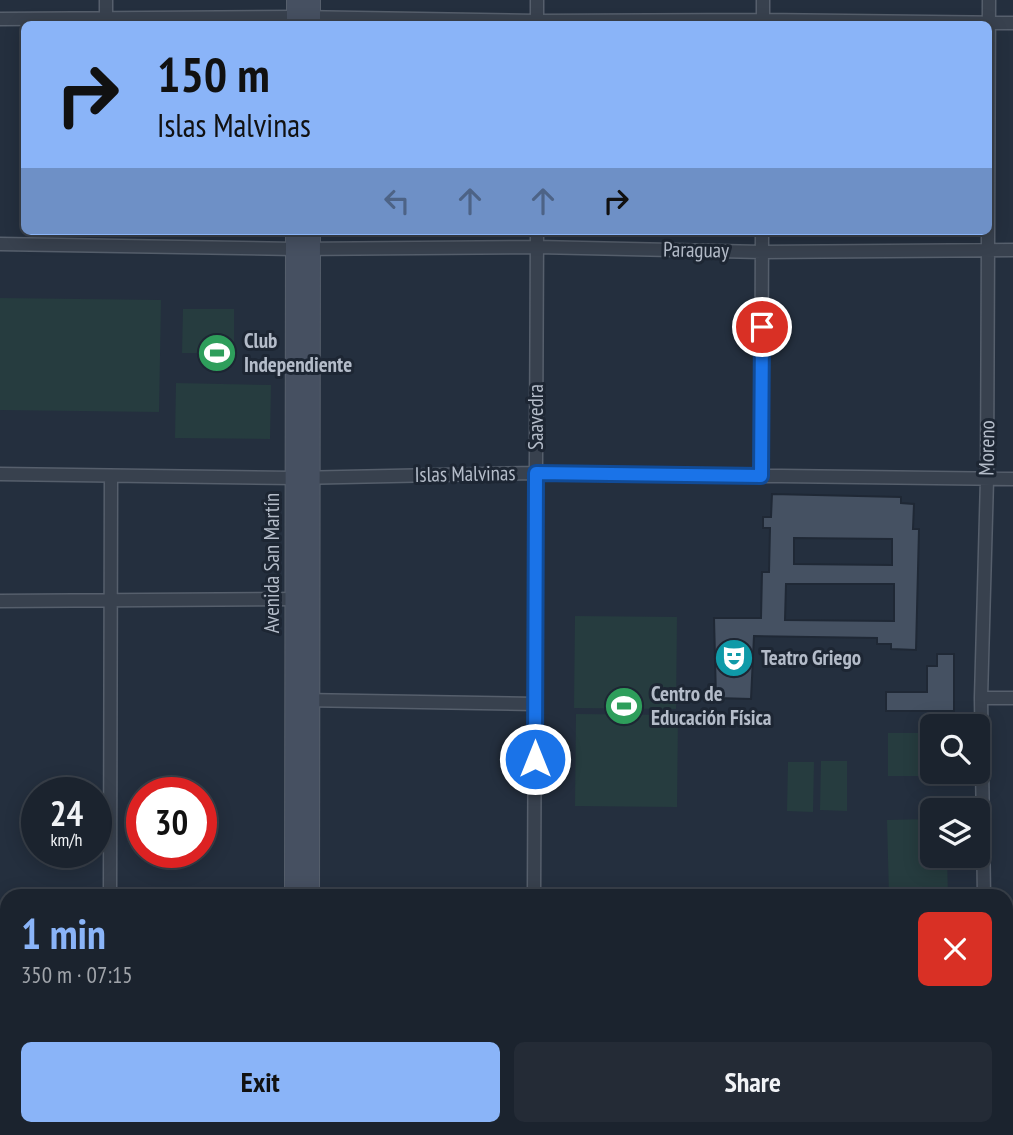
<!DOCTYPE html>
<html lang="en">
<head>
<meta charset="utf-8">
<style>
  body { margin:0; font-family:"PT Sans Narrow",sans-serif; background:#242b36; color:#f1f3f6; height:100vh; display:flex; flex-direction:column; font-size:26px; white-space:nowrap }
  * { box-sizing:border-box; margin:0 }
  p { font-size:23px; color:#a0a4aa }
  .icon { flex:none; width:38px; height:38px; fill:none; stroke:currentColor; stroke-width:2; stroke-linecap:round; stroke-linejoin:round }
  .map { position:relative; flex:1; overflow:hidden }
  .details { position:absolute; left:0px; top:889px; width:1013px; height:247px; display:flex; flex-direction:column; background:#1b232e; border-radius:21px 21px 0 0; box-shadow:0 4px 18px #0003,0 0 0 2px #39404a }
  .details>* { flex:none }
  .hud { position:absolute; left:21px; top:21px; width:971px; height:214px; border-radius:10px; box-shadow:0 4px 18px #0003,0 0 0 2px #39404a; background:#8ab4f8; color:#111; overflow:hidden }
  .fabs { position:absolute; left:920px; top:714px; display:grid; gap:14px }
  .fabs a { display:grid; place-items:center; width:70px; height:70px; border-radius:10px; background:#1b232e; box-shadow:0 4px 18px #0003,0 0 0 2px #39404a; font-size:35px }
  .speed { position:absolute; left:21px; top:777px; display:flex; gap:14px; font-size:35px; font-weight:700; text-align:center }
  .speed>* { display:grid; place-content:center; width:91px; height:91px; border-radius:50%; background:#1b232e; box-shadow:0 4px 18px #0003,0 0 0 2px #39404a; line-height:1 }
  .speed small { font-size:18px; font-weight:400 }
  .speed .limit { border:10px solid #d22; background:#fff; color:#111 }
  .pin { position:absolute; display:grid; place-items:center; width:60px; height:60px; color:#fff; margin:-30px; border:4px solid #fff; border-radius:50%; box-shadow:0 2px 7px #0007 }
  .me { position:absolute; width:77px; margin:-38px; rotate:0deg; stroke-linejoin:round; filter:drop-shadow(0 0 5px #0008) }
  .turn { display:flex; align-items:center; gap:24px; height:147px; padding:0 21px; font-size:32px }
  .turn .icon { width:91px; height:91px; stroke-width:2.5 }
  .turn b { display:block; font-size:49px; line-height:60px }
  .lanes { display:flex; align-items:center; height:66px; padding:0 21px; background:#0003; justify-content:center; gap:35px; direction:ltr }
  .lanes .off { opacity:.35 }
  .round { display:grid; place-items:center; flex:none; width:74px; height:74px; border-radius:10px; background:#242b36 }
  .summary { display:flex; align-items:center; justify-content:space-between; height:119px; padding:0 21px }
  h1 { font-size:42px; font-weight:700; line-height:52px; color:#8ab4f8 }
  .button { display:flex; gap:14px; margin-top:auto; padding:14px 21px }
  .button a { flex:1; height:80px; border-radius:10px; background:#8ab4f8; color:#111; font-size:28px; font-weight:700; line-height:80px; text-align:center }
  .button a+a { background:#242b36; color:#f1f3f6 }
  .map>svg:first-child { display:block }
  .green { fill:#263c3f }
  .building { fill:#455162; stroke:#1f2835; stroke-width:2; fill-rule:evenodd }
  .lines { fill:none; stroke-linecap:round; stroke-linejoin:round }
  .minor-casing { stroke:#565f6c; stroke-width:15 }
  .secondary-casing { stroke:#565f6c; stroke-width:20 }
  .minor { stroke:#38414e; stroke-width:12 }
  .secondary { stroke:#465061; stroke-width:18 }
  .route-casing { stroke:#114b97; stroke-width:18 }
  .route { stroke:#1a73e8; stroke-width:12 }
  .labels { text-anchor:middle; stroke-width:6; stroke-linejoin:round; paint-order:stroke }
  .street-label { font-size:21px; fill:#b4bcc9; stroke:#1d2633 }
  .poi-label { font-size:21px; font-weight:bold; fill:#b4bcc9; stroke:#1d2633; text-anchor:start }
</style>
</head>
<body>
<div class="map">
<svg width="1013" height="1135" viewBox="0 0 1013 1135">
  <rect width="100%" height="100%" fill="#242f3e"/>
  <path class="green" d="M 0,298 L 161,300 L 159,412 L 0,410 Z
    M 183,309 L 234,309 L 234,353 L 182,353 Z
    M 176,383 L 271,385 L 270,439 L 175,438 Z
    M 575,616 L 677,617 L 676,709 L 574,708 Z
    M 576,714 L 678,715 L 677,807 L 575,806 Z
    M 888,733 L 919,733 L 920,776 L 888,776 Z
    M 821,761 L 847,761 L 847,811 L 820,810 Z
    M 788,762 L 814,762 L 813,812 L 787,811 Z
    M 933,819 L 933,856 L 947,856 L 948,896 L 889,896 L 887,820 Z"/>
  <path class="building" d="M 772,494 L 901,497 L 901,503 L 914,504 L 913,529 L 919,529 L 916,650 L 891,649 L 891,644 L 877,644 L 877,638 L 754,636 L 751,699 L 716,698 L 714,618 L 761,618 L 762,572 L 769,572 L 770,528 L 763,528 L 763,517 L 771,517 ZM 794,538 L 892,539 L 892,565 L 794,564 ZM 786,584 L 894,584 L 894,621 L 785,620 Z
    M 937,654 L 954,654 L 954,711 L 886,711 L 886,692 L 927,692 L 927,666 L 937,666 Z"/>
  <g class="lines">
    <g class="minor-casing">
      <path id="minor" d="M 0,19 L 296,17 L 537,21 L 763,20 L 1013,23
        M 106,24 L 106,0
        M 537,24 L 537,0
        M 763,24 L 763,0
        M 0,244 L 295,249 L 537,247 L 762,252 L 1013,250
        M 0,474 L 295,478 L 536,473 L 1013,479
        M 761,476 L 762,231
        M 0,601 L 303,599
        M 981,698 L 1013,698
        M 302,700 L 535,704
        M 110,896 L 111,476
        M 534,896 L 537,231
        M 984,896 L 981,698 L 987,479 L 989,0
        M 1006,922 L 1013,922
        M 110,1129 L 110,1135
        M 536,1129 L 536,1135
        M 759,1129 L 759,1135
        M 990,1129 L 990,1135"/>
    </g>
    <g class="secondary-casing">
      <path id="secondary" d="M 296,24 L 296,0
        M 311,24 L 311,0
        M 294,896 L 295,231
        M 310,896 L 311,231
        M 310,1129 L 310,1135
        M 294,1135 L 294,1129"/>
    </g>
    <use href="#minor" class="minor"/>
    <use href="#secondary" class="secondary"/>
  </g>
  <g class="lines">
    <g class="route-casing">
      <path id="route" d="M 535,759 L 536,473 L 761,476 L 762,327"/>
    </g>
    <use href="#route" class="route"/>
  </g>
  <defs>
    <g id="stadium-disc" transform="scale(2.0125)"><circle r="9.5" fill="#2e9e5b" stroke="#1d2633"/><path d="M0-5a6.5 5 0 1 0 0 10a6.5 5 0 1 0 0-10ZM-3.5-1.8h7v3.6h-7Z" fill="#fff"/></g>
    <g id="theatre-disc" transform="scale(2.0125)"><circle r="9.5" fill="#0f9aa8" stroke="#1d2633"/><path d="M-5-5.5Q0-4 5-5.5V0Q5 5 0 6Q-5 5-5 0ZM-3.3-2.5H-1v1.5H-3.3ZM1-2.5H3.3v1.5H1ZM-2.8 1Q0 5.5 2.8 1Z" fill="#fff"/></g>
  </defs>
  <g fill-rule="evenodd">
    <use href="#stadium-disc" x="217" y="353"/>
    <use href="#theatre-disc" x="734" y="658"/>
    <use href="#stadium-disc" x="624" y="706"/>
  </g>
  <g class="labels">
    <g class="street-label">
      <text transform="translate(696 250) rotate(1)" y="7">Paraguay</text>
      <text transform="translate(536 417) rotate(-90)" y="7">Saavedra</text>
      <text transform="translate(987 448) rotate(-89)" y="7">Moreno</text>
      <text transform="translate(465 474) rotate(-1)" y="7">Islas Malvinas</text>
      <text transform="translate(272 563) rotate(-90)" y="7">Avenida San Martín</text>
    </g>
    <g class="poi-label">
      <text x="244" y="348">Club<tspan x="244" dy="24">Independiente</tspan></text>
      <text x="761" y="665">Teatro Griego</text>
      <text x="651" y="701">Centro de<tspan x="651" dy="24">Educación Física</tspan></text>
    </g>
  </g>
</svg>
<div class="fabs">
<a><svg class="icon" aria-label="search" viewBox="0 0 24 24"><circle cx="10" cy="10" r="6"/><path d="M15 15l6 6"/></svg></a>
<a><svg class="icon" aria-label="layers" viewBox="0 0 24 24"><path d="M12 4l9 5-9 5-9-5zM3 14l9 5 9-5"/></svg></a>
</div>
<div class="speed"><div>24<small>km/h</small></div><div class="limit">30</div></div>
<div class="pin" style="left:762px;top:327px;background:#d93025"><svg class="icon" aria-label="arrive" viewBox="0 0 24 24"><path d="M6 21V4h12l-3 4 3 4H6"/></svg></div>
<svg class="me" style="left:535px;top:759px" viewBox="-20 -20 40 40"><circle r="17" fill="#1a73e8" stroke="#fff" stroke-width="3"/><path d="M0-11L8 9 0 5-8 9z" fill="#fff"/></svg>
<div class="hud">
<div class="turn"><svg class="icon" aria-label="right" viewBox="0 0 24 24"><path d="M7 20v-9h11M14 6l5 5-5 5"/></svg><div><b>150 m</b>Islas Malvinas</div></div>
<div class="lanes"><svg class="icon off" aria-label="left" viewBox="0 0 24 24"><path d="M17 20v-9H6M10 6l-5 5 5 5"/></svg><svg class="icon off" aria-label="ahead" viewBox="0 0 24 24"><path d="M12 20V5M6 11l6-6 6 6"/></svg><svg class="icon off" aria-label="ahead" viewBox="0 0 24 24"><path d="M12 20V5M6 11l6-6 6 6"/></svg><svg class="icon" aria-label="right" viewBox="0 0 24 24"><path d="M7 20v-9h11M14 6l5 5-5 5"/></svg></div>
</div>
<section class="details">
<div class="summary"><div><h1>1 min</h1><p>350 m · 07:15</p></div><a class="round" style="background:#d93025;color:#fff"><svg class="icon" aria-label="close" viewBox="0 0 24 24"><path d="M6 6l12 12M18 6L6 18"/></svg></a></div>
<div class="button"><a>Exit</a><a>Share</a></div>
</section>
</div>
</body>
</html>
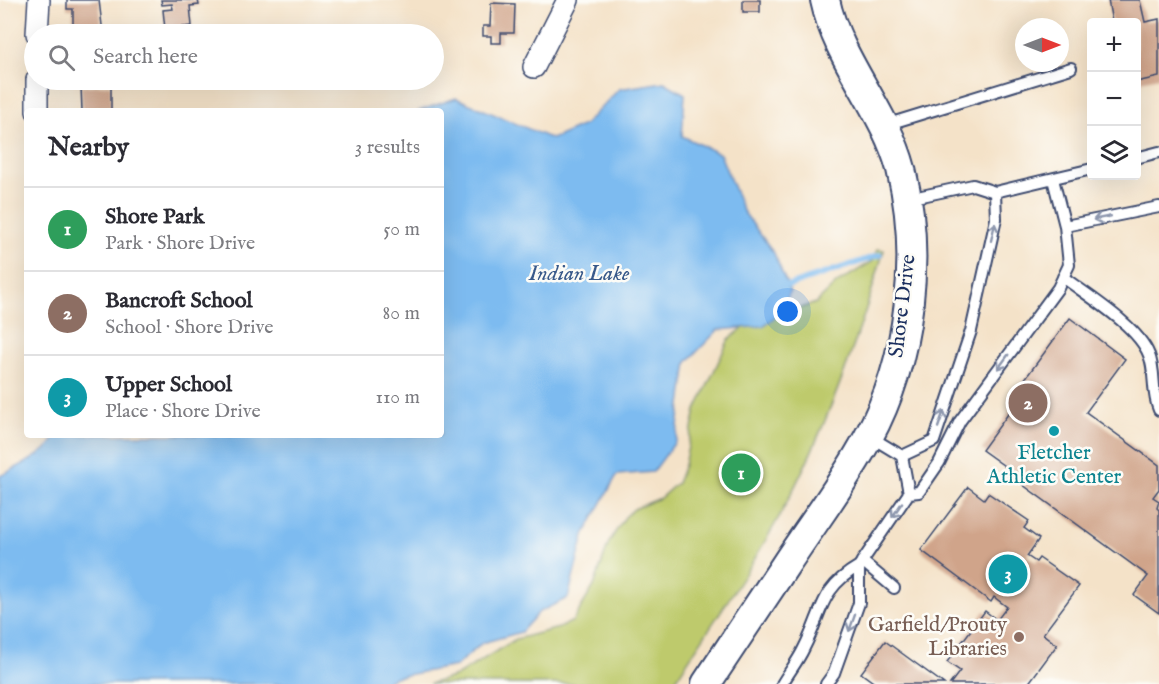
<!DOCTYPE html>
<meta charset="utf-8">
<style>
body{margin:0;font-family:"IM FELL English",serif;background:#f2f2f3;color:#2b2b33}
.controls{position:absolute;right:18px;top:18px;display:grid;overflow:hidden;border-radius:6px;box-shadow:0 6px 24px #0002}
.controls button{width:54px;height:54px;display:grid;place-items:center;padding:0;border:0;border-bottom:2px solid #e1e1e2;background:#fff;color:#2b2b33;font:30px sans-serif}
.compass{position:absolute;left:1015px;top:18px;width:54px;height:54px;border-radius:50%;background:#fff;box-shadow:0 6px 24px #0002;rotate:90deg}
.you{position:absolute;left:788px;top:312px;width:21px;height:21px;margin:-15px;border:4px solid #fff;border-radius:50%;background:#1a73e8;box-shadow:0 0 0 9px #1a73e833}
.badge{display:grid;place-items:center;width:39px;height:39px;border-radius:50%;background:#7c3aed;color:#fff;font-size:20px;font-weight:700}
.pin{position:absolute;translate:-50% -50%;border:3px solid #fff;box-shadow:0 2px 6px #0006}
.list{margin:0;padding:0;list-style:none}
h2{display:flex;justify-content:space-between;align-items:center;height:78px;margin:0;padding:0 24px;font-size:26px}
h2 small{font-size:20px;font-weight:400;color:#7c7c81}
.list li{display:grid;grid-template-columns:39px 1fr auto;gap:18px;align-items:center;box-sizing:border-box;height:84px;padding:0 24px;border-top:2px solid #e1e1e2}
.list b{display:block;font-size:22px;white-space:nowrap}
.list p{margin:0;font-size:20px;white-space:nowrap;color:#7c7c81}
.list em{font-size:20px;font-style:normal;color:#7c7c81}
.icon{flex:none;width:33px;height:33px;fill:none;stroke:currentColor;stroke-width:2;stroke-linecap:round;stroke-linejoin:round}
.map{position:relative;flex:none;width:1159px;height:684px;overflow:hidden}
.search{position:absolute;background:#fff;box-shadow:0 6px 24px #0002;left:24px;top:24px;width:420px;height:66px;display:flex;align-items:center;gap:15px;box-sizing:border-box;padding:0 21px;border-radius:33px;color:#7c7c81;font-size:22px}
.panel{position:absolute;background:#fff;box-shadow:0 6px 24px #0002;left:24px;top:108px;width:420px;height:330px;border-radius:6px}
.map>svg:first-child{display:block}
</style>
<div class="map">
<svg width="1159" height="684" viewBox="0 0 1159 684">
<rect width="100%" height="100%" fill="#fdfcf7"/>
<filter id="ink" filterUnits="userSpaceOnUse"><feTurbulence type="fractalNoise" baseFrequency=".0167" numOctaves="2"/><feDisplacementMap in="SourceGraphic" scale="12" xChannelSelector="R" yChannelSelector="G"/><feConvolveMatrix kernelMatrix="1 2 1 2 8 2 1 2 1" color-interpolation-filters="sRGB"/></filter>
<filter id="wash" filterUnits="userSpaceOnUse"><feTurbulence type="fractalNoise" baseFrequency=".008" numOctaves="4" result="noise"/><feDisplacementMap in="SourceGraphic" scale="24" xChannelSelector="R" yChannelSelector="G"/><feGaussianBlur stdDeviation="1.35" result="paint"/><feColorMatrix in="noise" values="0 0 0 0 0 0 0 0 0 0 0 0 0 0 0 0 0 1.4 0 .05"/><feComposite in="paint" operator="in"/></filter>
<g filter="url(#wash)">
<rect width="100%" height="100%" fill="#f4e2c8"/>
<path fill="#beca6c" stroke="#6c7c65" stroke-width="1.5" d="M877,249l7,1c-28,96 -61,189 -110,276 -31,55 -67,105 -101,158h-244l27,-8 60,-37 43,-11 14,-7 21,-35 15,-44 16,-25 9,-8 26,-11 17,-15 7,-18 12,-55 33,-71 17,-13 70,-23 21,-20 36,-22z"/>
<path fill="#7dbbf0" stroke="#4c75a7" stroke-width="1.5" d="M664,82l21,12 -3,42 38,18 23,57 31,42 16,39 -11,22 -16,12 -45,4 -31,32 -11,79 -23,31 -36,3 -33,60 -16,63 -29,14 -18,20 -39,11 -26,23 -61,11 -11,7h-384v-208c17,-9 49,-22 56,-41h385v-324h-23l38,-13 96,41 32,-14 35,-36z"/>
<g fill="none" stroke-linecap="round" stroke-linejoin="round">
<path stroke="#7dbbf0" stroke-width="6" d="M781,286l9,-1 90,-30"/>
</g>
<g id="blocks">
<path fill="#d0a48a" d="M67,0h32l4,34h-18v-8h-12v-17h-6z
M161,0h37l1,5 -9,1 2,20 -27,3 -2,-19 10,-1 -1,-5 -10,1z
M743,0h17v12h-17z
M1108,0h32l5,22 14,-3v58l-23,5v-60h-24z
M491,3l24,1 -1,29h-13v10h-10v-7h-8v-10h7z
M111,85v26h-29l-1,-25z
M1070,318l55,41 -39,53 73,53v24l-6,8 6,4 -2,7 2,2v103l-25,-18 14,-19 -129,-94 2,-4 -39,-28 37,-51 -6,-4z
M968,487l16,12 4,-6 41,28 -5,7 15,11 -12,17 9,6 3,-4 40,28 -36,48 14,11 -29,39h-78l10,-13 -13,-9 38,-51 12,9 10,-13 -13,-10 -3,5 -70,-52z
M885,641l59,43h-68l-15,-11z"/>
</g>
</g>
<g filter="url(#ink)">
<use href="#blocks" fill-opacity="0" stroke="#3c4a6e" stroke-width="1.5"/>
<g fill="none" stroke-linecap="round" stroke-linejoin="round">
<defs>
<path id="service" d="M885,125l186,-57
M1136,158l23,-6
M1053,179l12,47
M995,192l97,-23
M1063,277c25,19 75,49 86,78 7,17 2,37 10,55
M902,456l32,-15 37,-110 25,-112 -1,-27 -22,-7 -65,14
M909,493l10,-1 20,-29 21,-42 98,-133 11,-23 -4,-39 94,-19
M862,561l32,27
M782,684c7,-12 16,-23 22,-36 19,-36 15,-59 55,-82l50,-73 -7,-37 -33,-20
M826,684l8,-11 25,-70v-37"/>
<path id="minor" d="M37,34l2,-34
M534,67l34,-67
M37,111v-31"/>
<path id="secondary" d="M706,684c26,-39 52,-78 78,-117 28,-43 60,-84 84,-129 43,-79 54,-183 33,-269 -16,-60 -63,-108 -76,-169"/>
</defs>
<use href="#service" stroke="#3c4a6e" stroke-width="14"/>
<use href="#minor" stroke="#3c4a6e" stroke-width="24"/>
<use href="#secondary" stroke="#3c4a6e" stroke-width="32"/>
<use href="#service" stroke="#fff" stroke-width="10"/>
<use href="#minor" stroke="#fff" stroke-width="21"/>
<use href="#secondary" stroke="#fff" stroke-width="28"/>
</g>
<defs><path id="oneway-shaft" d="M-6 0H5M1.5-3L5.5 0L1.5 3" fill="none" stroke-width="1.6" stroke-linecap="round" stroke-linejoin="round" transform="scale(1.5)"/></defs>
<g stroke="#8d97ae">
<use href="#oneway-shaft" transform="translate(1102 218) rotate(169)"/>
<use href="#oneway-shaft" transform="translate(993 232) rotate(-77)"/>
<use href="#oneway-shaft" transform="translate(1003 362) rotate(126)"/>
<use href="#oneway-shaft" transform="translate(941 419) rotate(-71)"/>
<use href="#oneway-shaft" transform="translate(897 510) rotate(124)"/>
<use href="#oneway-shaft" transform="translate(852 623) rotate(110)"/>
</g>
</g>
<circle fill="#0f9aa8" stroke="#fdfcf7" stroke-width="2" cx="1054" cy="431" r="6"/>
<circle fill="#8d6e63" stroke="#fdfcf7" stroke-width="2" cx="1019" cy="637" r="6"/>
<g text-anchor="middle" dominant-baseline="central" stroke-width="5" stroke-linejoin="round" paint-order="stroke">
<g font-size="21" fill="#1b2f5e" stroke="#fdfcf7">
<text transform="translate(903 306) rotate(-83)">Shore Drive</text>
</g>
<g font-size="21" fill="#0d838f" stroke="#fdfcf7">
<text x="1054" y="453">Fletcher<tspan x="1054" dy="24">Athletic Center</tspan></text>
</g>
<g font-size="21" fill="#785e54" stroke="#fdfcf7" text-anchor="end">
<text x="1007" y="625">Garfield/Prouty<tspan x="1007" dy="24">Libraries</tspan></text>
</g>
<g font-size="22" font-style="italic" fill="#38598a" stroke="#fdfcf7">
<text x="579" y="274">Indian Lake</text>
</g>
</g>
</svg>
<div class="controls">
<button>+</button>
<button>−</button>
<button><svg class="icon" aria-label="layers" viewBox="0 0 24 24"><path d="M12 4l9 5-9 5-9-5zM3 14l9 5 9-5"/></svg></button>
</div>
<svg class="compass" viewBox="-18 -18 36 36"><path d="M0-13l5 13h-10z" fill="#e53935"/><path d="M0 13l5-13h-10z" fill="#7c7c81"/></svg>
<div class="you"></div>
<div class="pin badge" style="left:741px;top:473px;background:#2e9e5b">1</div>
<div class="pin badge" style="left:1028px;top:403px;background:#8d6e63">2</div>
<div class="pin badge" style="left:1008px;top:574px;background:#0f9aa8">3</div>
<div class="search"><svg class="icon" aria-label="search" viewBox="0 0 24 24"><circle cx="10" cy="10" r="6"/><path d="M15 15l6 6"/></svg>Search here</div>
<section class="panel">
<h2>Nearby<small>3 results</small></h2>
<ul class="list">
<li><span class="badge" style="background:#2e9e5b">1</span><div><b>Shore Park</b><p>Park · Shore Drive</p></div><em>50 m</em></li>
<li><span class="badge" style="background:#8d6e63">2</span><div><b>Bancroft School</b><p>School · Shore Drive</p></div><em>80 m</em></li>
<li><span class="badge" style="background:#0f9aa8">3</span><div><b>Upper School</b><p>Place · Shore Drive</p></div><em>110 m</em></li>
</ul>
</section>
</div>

····················

WHAT IS EXPECTED. Please copy out each line in the entries that mentions the string "list".

REPLY.
.list{margin:0;padding:0;list-style:none}
.list li{display:grid;grid-template-columns:39px 1fr auto;gap:18px;align-items:center;box-sizing:border-box;height:84px;padding:0 24px;border-top:2px solid #e1e1e2}
.list b{display:block;font-size:22px;white-space:nowrap}
.list p{margin:0;font-size:20px;white-space:nowrap;color:#7c7c81}
.list em{font-size:20px;font-style:normal;color:#7c7c81}
<ul class="list">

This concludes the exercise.